Accumulation Swing Index
Accumulation Swing Index (Wilder) is a cumulative total of the Swing Index.
Interpretation
The Accumulation Swing Index may be analyzed using technical indicators, line studies, and chart patterns, as an alternative view of price action.
Aroon Index and Oscillator
Aroon indicator is often used to determine whether a stock is trending or not and how stable the trend is.
Trends are determined by extreme values (above 80) of both lines (Aroon up and Aroon down), whereas unstable prices are determined when both lines are low (less than 20).
Bollinger Bands
Bollinger Bands are similar in comparison to moving average envelopes. Bollinger Bands are calculated using standard deviations instead of shifting bands by a fixed percentage.
Bollinger Bands (as with most bands) can be imposed over an actual price or another indicator.

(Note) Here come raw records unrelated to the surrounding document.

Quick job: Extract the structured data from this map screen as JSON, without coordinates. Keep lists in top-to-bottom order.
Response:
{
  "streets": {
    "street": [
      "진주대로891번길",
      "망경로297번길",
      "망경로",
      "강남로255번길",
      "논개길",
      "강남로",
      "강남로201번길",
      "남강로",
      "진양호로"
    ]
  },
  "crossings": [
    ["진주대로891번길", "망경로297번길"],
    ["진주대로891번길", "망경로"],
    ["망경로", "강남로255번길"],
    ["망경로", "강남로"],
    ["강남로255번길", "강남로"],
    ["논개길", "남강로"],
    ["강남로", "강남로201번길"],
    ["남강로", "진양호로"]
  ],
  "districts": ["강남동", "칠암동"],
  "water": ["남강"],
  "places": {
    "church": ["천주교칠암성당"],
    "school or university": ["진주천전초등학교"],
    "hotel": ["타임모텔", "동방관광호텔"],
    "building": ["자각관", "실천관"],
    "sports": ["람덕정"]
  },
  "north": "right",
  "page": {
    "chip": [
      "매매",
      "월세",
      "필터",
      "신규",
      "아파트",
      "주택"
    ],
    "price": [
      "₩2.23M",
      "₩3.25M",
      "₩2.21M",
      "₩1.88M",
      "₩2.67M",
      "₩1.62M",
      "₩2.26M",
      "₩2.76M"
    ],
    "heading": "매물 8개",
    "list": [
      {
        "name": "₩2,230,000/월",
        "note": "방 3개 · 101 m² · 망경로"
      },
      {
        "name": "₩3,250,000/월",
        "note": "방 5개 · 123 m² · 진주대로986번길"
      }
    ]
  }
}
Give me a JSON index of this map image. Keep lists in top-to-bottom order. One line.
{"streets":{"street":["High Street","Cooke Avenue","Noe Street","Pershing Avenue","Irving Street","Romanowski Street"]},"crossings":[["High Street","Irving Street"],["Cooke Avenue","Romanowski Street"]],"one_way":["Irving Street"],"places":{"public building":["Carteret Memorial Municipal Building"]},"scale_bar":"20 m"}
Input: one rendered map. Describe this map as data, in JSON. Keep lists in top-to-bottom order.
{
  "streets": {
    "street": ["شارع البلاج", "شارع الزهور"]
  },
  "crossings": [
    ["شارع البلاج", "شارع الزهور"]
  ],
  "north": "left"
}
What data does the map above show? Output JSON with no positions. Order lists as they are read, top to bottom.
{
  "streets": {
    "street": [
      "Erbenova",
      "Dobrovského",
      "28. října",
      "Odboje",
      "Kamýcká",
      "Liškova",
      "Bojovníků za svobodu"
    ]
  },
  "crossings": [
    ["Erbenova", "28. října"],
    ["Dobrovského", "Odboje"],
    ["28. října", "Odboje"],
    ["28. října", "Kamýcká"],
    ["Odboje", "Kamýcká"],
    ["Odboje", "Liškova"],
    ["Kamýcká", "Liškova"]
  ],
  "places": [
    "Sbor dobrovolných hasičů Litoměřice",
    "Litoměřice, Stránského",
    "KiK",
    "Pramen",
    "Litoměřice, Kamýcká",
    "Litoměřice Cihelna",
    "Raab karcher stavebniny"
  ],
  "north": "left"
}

When prices rise above the upper band or fall below the lower band, a change in direction may occur when the price penetrates the band after a small reversal from the opposite direction.
Fractal Chaos Bands
The chaotic nature of stock market movements explains why it is sometimes difficult to distinguish hourly charts from monthly charts if the time scale is not given. The patterns are similar regardless of the time resolution. Like the chambers of the nautilus, each level is like the one before it, but the size is different. To determine what is happening in the current level of resolution, the fractal chaos band indicator can be used to examine these patterns.
Chaikin Money Flow
The Chaikin Money Flow oscillator is a momentum indicator that spots buying and selling by calculating price and volume together. This indicator is based upon Chaikin Accumulation/Distribution, which is in turn based upon the premise that if a stock closes above its midpoint [(high+low)/2] for the day then there was accumulation that day, and if it closes below its midpoint, then there was distribution that day.
Chaikin Volatility Oscillator
The Chaikin Volatility Oscillator is a moving average derivative of the Accumulation/Distribution index.
The Chaikin Volatility Oscillator adjusts with respect to volatility, independent of long-term price action.
Chande Momentum Oscillator (CMO)
The Chande Momentum Oscillator (Chande) is an advanced momentum oscillator derived from linear regression.
Increasingly high values of CMO may indicate that prices are trending strongly upwards. Conversely, increasingly low values of CMO may indicate that prices are trending strongly downwards. CMO is related to MACD and Price Rate of Change (ROC).
Commodity Channel Index
The CCI was developed by Donald Lambert. The purpose of this indicator is to identify cyclical turns in commodities.
This indicator oscillates between an overbought and oversold condition and works best in a sideways market.
Comparative Relative Strength
The Comparative Relative Strength index divides one price field by another price field.
The base security is outperforming the other security when the Comparative RSI is trending upwards.
Detrended Price Oscillator
The Detrended Price Oscillator is used when long-term trends or outliers must be removed from prices or index indicators.
This indicator is often used to supplement a standard price chart. Other indicators can be plotted over the Detrended Price Oscillator.
Directional Movement System
The Welles Wilder's Directional Movement System contains five indicators; ADX, DI+, DI-, DX, and ADXR.
The ADX (Average Directional Movement Index) is an indicator of how much the market is trending, either up or down: the higher the ADX line, the more the market is trending and the more suitable it becomes for a trend-following system. This indicator consists of two lines: DI+ and DI-, the first one being a measure of uptrend and the second one a measure of downtrend.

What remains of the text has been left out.